I get this feeling a lot. Many times it's people online, sometimes it's people IRL. Most of the time I don't follow through on that feeling, but the rare time I do, it seems to be a pretty incredible experience.

Back in 2004 I had joined myspace as a teen. At this time I knew little to nothing about social networking online and joined because a friend of mine had and she insisted I make a profile. I never had any intention of making new online friends or accepting friend requests or using the website in general. But of course I got swept up in it and ended up making some wonderful friendships.

However I never added people. I never looked for people to add to my friend list. I was perfectly content to have people come to me. But I remember specifically thinking one day that maybe I should do a bit of browsing because maybe I'll see someone I might like to talk to.

I came across this profile of a guy who was about my age. He lived over in Calgary while I was over in Ontario. His profile was close to empty, he had a few pictures up and that was it. But for some reason I felt like I HAD to talk to him. The feeling I got came over me so strongly that I ended up sending him a message and a friend request.

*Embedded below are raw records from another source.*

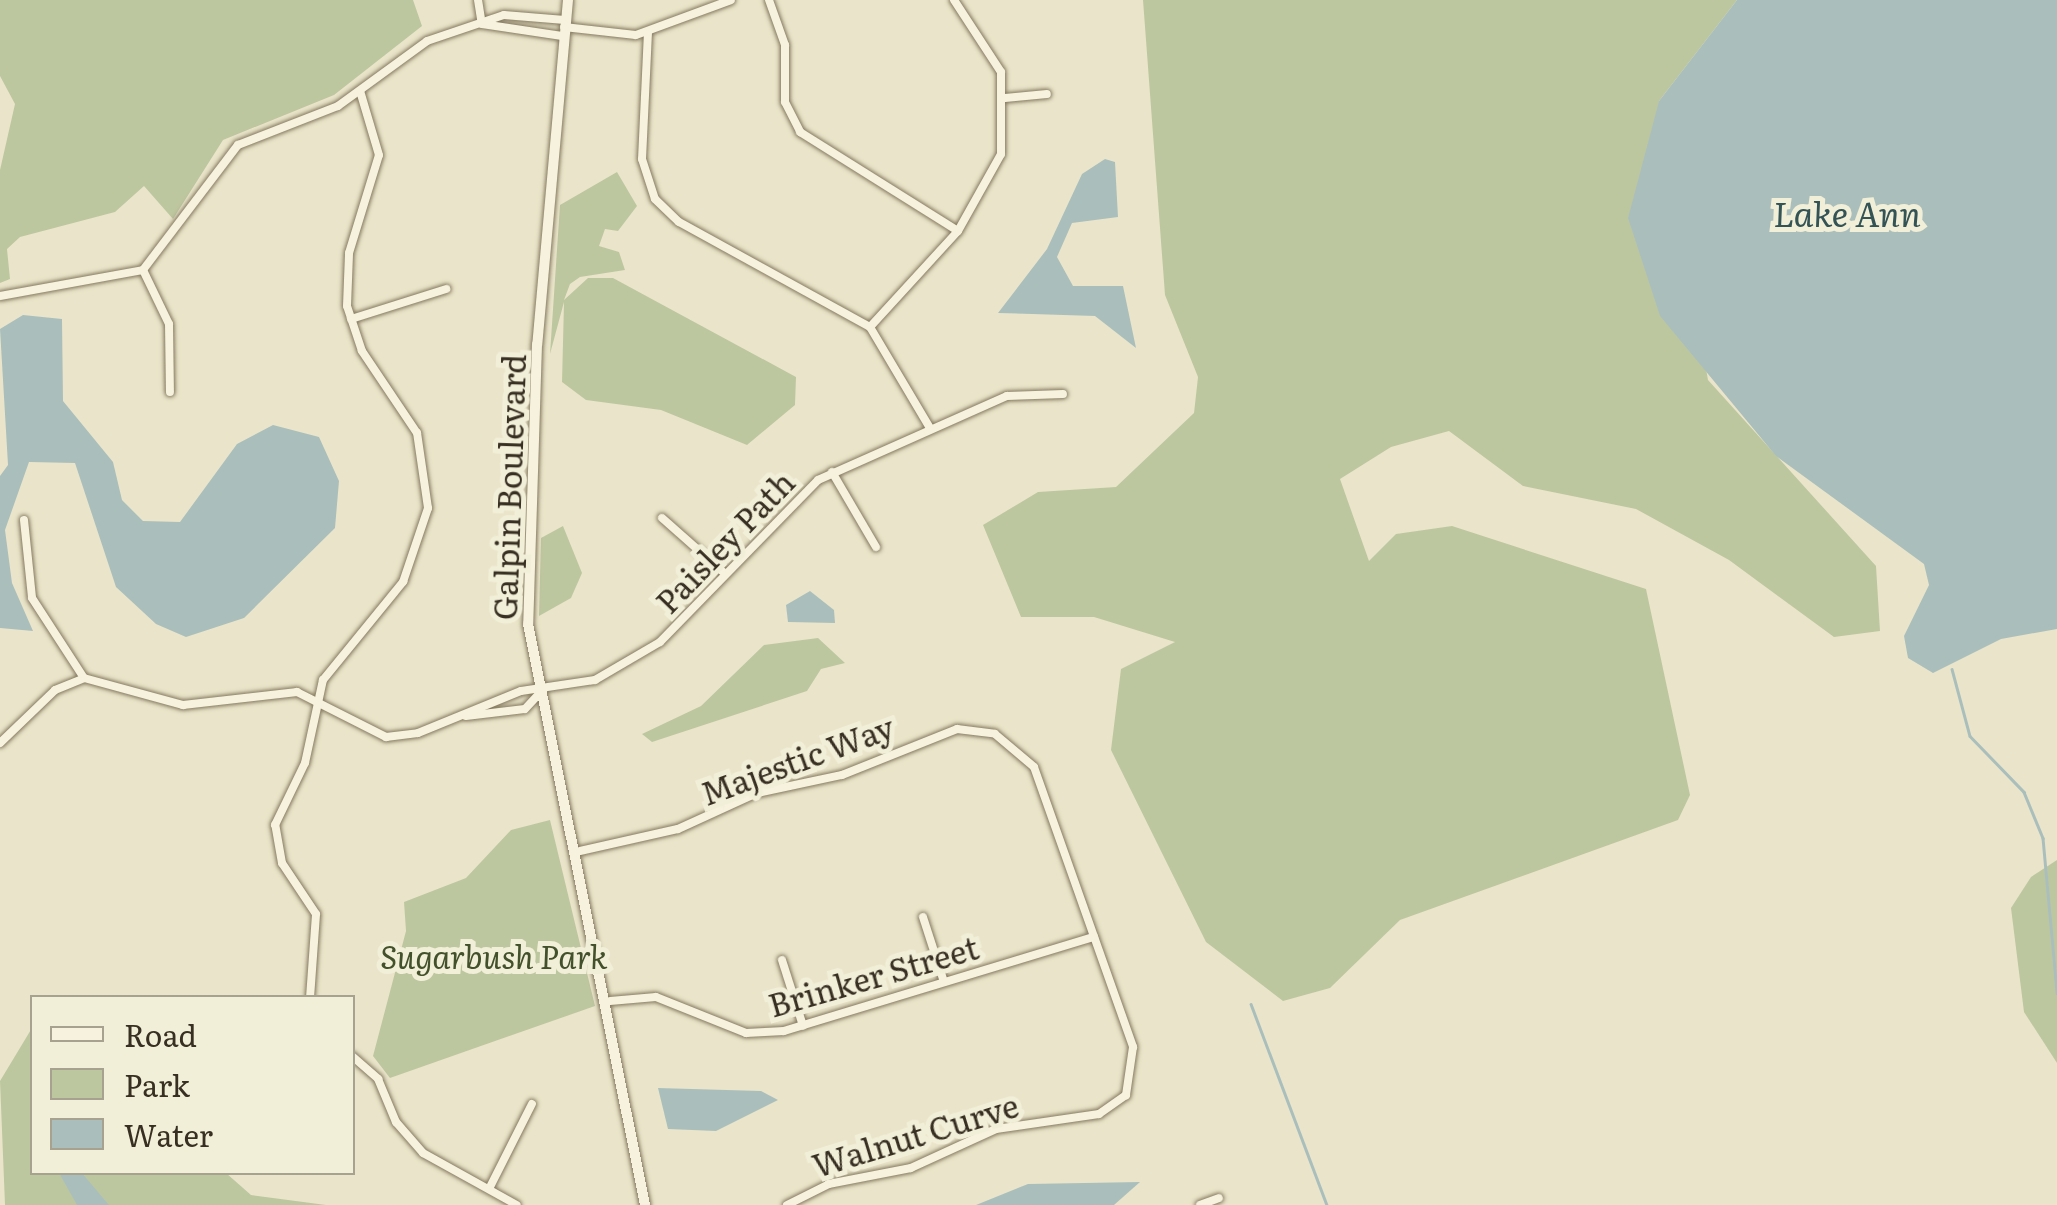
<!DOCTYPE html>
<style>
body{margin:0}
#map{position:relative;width:2057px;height:1205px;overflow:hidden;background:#eae5ca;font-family:Literata,serif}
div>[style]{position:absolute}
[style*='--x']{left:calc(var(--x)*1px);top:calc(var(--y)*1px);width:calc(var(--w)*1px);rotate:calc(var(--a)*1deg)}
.green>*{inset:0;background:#bdc79f}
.water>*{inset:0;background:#aabfbc}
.stream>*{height:2.5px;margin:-1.25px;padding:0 1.25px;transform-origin:1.25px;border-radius:1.25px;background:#aabfbc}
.roads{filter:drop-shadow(0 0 2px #857960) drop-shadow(0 0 2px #857960)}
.minor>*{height:8px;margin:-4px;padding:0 4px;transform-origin:4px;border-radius:4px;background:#f6f2dd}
.tertiary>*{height:10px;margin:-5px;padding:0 5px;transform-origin:5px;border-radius:5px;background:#f6f2dd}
span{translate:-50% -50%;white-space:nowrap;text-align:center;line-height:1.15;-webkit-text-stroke:10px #f2efd9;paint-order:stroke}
.street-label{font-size:32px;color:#372f22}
.park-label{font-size:32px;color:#42512b;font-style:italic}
.water-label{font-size:35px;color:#335355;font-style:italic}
.legend{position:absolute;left:30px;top:995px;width:325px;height:180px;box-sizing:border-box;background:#f2efd9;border:2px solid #a7a290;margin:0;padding:12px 18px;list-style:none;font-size:30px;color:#372f22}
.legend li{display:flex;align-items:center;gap:20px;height:50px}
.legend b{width:50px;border:2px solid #a7a290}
</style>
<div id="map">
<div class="green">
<i style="clip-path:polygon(0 0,413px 0,422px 26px,334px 95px,223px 140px,173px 219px,144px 186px,115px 212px,20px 237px,7px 249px,10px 279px,0 283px,0 170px,15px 104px,0 76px)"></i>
<i style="clip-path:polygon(1143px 0,1737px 0,1659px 101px,1708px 380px,1876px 566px,1880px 631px,1834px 637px,1729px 560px,1636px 509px,1523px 486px,1449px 431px,1391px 447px,1340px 479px,1369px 561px,1396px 534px,1452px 526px,1646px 589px,1690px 795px,1678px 820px,1400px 920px,1330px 988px,1283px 1001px,1206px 942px,1111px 750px,1121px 669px,1175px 642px,1094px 617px,1021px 617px,983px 525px,1038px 492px,1116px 487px,1194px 413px,1198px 377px,1165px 295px)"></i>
<i style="clip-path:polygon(617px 172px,637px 206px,618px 231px,605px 229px,599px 246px,619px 252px,625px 270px,580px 277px,570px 284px,564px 300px,588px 278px,613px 278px,796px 377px,795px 405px,747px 445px,661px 410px,586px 400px,562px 382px,564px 302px,550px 354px,560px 205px)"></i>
<i style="clip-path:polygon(563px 526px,582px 573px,571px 598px,539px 616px,541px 538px)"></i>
<i style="clip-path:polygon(818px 638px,845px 663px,821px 669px,807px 691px,652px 742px,642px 734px,701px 706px,764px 645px)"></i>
<i style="clip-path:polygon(550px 820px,595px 1006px,390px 1078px,373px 1056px,406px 931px,404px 902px,466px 878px,511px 830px)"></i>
<i style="clip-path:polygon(2057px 860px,2057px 1063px,2024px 1012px,2011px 908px,2031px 877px)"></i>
<i style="clip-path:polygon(32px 1028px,32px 1172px,226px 1173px,251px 1195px,326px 1205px,5px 1205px,0 1081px)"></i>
</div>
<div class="water">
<i style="clip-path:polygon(1737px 0,2057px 0,2057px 629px,2001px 639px,1933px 673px,1908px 658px,1904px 636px,1929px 585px,1924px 564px,1776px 456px,1660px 316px,1628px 218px,1659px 101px)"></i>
<i style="clip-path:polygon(1105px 159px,1115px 162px,1118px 217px,1072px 223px,1057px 257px,1073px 286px,1123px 286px,1136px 348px,1095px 316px,998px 313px,1047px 249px,1082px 174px)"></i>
<i style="clip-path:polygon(23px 315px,62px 319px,63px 401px,113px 462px,122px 500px,143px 521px,180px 522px,237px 444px,273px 425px,319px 437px,339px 481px,335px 528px,244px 618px,186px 637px,156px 624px,116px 587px,75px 463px,29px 462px,5px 530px,12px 583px,33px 631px,0 628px,0 476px,8px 465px,0 329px)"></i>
<i style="clip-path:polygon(810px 591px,834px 610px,835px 623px,788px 622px,786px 605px)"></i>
<i style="clip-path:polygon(658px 1088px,761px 1091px,778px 1100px,716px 1131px,668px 1129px)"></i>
<i style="clip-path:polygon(59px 1173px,82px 1173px,109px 1205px,77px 1205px)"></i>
<i style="clip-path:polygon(1140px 1182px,1114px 1205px,976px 1205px,1028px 1184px)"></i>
</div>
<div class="stream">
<i style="--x:1952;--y:669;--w:69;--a:75"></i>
<i style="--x:1970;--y:736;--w:78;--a:46"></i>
<i style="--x:2024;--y:792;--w:50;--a:67.6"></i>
<i style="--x:2043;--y:838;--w:156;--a:84.8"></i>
<i style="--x:1251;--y:1004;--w:215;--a:69.3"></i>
</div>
<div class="roads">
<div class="minor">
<i style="--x:478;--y:0;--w:24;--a:81"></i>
<i style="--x:769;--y:0;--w:48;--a:70.4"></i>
<i style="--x:785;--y:45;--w:57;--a:90"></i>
<i style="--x:785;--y:102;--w:34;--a:63"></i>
<i style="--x:800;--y:132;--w:186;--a:32.1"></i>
<i style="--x:482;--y:24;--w:81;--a:8.5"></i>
<i style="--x:564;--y:27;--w:72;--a:6.3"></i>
<i style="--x:636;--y:35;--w:101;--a:-20.2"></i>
<i style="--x:648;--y:32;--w:127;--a:92.7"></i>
<i style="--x:642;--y:159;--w:42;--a:72"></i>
<i style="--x:655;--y:199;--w:33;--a:44"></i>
<i style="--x:679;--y:222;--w:218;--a:28.8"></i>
<i style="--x:870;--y:327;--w:117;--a:59.3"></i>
<i style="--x:1005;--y:98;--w:42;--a:-5.4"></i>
<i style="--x:143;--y:270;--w:60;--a:64.3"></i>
<i style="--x:169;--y:324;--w:68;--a:89.2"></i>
<i style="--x:0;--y:296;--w:145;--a:-10.3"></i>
<i style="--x:143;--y:270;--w:157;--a:-52.8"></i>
<i style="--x:238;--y:145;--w:107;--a:-21.3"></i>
<i style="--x:338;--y:106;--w:110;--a:-36.1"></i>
<i style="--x:427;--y:41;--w:81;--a:-18.7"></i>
<i style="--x:504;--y:15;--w:61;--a:4.7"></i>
<i style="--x:351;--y:319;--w:100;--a:-17.5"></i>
<i style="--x:870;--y:327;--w:130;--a:-47.5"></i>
<i style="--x:958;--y:231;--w:88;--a:-60.8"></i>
<i style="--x:1001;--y:154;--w:82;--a:-90"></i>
<i style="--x:1001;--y:72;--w:86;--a:-123.1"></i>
<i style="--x:832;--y:472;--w:87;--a:59.6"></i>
<i style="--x:662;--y:518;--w:81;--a:41.5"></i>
<i style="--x:24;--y:520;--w:78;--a:84.1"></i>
<i style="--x:32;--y:598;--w:95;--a:57"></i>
<i style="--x:466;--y:716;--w:59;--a:-6.8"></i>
<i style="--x:525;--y:709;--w:18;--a:-47"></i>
<i style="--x:0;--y:743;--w:76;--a:-43.9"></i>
<i style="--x:55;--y:690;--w:31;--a:-22"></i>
<i style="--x:84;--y:678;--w:103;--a:15.3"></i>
<i style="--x:183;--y:705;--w:115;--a:-6.5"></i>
<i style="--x:297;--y:692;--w:100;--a:26.8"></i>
<i style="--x:386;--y:737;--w:32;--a:-7"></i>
<i style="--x:418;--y:733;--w:111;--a:-22.2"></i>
<i style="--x:521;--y:691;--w:75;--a:-8.5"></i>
<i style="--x:595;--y:680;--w:75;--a:-30.3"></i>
<i style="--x:660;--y:642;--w:226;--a:-45.7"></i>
<i style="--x:818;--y:480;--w:207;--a:-24"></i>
<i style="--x:1007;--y:396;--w:56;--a:-2"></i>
<i style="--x:580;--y:851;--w:100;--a:-12.7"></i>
<i style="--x:678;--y:829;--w:87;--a:-24.5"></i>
<i style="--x:757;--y:793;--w:87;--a:-12"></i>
<i style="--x:842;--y:775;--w:124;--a:-21.8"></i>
<i style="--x:957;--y:729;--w:38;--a:7"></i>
<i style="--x:995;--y:734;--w:51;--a:40.2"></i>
<i style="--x:1034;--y:767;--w:297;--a:70.5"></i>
<i style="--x:1133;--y:1047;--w:49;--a:98.3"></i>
<i style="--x:1126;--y:1095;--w:33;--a:145"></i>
<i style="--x:1099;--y:1114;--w:104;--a:171.7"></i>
<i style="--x:996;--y:1129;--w:94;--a:155.4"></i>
<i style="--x:911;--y:1168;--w:84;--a:169"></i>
<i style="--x:829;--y:1184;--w:47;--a:153.4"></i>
<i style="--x:923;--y:917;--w:68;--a:72.1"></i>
<i style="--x:782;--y:960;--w:69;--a:72.3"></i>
<i style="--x:310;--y:998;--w:84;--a:-85.9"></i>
<i style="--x:316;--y:914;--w:61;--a:-123.7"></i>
<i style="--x:282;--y:863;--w:39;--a:-100"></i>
<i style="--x:275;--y:825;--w:69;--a:-64.2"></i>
<i style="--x:305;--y:763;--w:85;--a:-77.8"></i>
<i style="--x:323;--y:680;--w:127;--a:-50.8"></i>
<i style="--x:403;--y:582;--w:78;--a:-71.3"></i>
<i style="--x:428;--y:508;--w:76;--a:-98.3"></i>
<i style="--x:417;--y:433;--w:99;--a:-123.9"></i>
<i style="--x:362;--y:351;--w:47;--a:-108.4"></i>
<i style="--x:347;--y:306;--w:53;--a:-87.8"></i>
<i style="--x:349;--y:253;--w:102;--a:-73"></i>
<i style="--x:379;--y:155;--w:67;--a:-106.5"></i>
<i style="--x:610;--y:1001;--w:46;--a:-5"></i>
<i style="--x:656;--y:997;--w:97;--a:21.8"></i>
<i style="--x:746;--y:1033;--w:38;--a:-3"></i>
<i style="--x:784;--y:1031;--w:324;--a:-16.9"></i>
<i style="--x:352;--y:1056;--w:35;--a:41"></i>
<i style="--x:378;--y:1079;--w:47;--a:67.3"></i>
<i style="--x:396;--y:1122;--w:41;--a:48.9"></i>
<i style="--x:423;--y:1153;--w:107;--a:29"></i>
<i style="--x:490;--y:1187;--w:93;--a:-63.2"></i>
<i style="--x:1200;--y:1205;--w:20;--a:-20"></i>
</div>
<div class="tertiary">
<i style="--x:568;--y:0;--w:345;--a:95.1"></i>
<i style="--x:537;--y:344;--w:280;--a:91.8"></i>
<i style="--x:528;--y:624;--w:593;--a:78.61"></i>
</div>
</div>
<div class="street-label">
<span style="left:508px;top:487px;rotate:-88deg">Galpin Boulevard</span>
<span style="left:724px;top:541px;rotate:-46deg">Paisley Path</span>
<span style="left:797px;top:759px;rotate:-20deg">Majestic Way</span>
<span style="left:873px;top:975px;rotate:-16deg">Brinker Street</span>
<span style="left:915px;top:1134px;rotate:-17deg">Walnut Curve</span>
</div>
<div class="park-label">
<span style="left:494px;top:955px">Sugarbush Park</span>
</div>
<div class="water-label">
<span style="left:1847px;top:212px">Lake Ann</span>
</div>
<ul class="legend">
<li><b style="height:12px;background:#f6f2dd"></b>Road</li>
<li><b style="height:28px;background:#bdc79f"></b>Park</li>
<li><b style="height:28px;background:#aabfbc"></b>Water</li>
</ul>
</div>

The next thing I knew, this guy and I were talking essentially all day every day. We ended up forming a fast bond. I discovered that he and I had the same kinds of anxiety attacks, and until that point I had never met anyone who had panic attacks. I had been having them for 6 years at that point and felt like no one understood. I felt like my whole universe opened up and I felt understood and accepted and it was incredible.

I went through a very dark phase where I was contemplating suicide. I had been suffering with the anxiety attacks and was having problems with sexual harassment from someone who I thought was a friend (long story that I'll skip for now). I was able to talk to (we'll call him SP) about this and I feel like he pulled me out of it. We were going to meet in person but it never ended up happening. And don't get me wrong, it wasn't all doom and gloom, but these are just the things that stood out most for me during that time.

After some time, he ended up moving away to another city for university and the communication between us came to a standstill. I had felt like I was repaired in some way and was so thankful for my life. He and I talked sporadically for a little while and then conversation stopped all together.

It's sad that we're no longer in touch and that our lives are completely separate now, but I can't help but think that maybe he was in my life specifically for what I needed him for and that after that, he wasn't meant to be anymore.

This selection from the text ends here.